Weekly On-call Summary Nov 2nd - Nov 9th

Weekly OnCall Rotation

Oncall: Jack & Jacky (US Pacific Daytime) & Haodi (US Pacific NightTime)

Duration: Nov 2nd, 2021 to Nov 9th, 2021

Summary

  1. Beacon out of sync Shard 1 Mainnet, due to high memory usage
  2. Most beacon out of sync issues automatically resolve themselves (memory leak)
  3. Bridge endpoint issues (nodes exposed to websockets)
  4. Minor Explorer issues

Details

Nov 2, 2021

Fairly quiet, beacon out of sync

Nov 3, 2021

Pocket Network bridge issues, switched back to Harmony.

Root cause :

  • user generated transaction errors no longer count against the node and are no longer also relayed to our backups

  • two new nodes upgraded to replace smaller nodes

Nov 4, 2021

High memory usage on Shard 1 Mainnet, restart solved it

After restart, memory’s freed up

Nov 5, 2021

Indexer down ​​

Monitor is DOWN: explorer-indexer-s123 ( http://indexer123.explorer.t.hmny.io:3002 ).
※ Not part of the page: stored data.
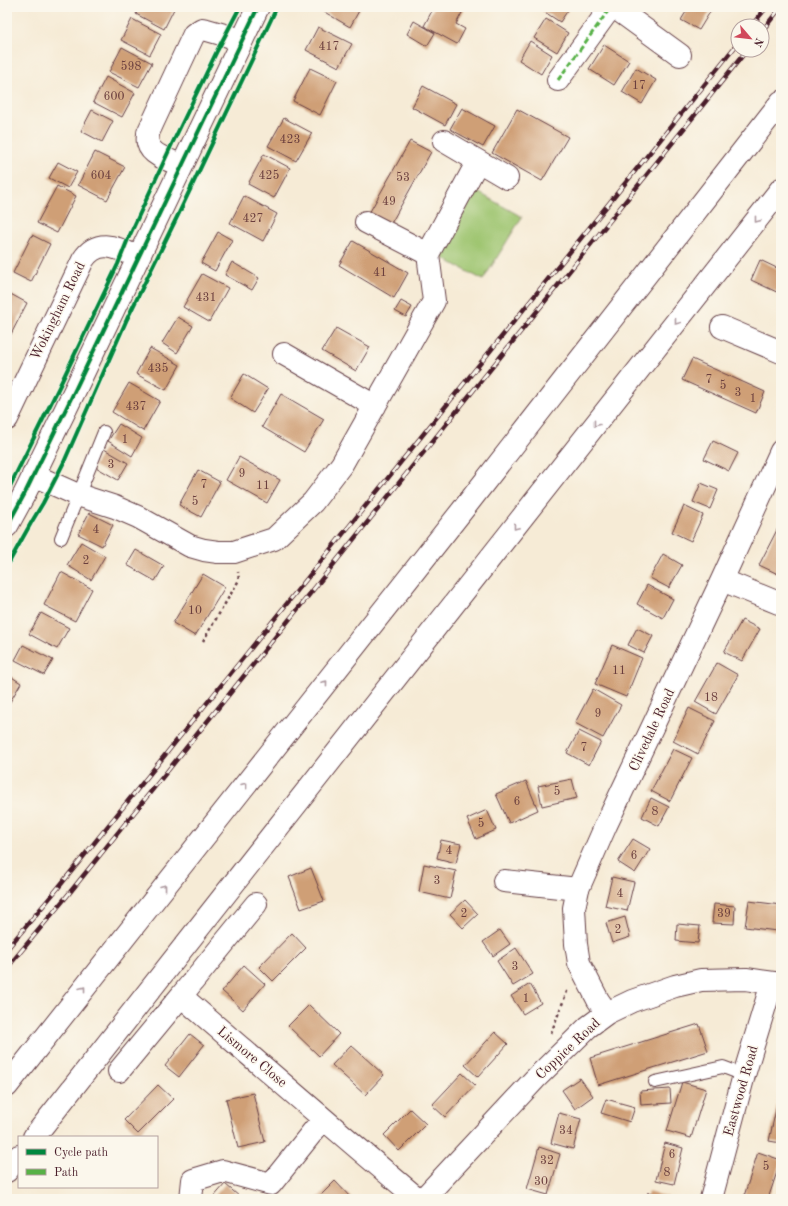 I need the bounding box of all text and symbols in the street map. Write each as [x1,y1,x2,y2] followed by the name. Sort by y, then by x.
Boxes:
[730,18,770,58] north arrow
[750,36,764,49] text: N
[319,41,339,53] house number: 417
[121,60,141,73] house number: 598
[632,80,646,92] house number: 17
[104,91,124,103] house number: 600
[280,134,300,146] house number: 423
[259,169,279,182] house number: 425
[91,170,111,182] house number: 604
[396,171,410,184] house number: 53
[382,196,396,208] house number: 49
[243,213,263,225] house number: 427
[755,215,762,222] one-way arrow
[28,260,88,362] street label: Wokingham Road
[373,267,387,279] house number: 41
[196,292,216,304] house number: 431
[674,318,681,325] one-way arrow
[148,362,168,375] house number: 435
[706,374,712,386] house number: 7
[720,379,727,392] house number: 5
[735,387,741,399] house number: 3
[750,393,756,405] house number: 1
[126,401,146,413] house number: 437
[594,420,601,427] one-way arrow
[122,434,128,446] house number: 1
[108,459,114,471] house number: 3
[239,468,245,480] house number: 9
[201,479,207,491] house number: 7
[256,480,270,492] house number: 11
[192,495,199,508] house number: 5
[514,522,521,529] one-way arrow
[93,524,100,536] house number: 4
[83,555,89,567] house number: 2
[188,605,202,617] house number: 10
[612,665,626,677] house number: 11
[321,681,328,688] one-way arrow
[627,686,677,774] street label: Clivedale Road
[704,692,718,704] house number: 18
[595,708,601,720] house number: 9
[581,742,587,754] house number: 7
[240,783,247,790] one-way arrow
[554,785,561,798] house number: 5
[514,796,521,808] house number: 6
[652,806,659,818] house number: 8
[478,817,485,830] house number: 5
[446,845,453,857] house number: 4
[631,850,638,862] house number: 6
[434,875,440,887] house number: 3
[159,884,166,891] one-way arrow
[617,888,624,900] house number: 4
[461,908,467,920] house number: 2
[717,908,731,920] house number: 39
[615,924,621,936] house number: 2
[512,961,518,973] house number: 3
[78,986,85,993] one-way arrow
[523,993,529,1005] house number: 1
[533,1016,603,1082] street label: Coppice Road
[215,1024,289,1090] street label: Lismore Close
[721,1044,761,1138] street label: Eastwood Road
[559,1125,573,1137] house number: 34
[18,1136,158,1188] legend
[54,1147,109,1159] text: Cycle path
[669,1149,676,1161] house number: 6
[540,1155,554,1167] house number: 32
[763,1160,770,1173] house number: 5
[54,1167,79,1179] text: Path
[664,1167,671,1179] house number: 8
[534,1176,548,1188] house number: 30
Site was up. Blip in Uptime Robot

Average UnHealthyHostCount GreaterThanOrEqualToThreshold 1.0

Bridge-RPC-at-least-1-unhealthy

Root cause – a mix of old and new boxes, some used for websockets endpoint, which comes under heavier load.

Solution – Cleaned that up to only use API-based nodes, similar to RPC endpoints (api.harmony, rpc/api.s0.t.hmny.io)

Nov 6, 2021

From Soph: crypto.com saying that it’s been 48h they are not able to do any transfer, they say their transaction always fail response error: {“code”:-32000,“message”:“replacement transaction underpriced”}" they gas fee is already at 20 gwei, and they also tried higher without success

and we prepared another txn with nonce 52327

Here is the signed result

0xf87182cc678504a817c8008261a8808094d39f985af48a2befd8b9bda5f70b44ff07efccb9891fec9e3e473fb800008025a0fdcc40eafd6efec5e92027ae41a735721f124019c939eeaf3a62abc60a260934a02293a48d876db053dbc070fefcb45aa160fc729eff1616a0ca2ebc1776ba6bc8

response error: {"code":-32000,"message":"replacement transaction underpriced"}"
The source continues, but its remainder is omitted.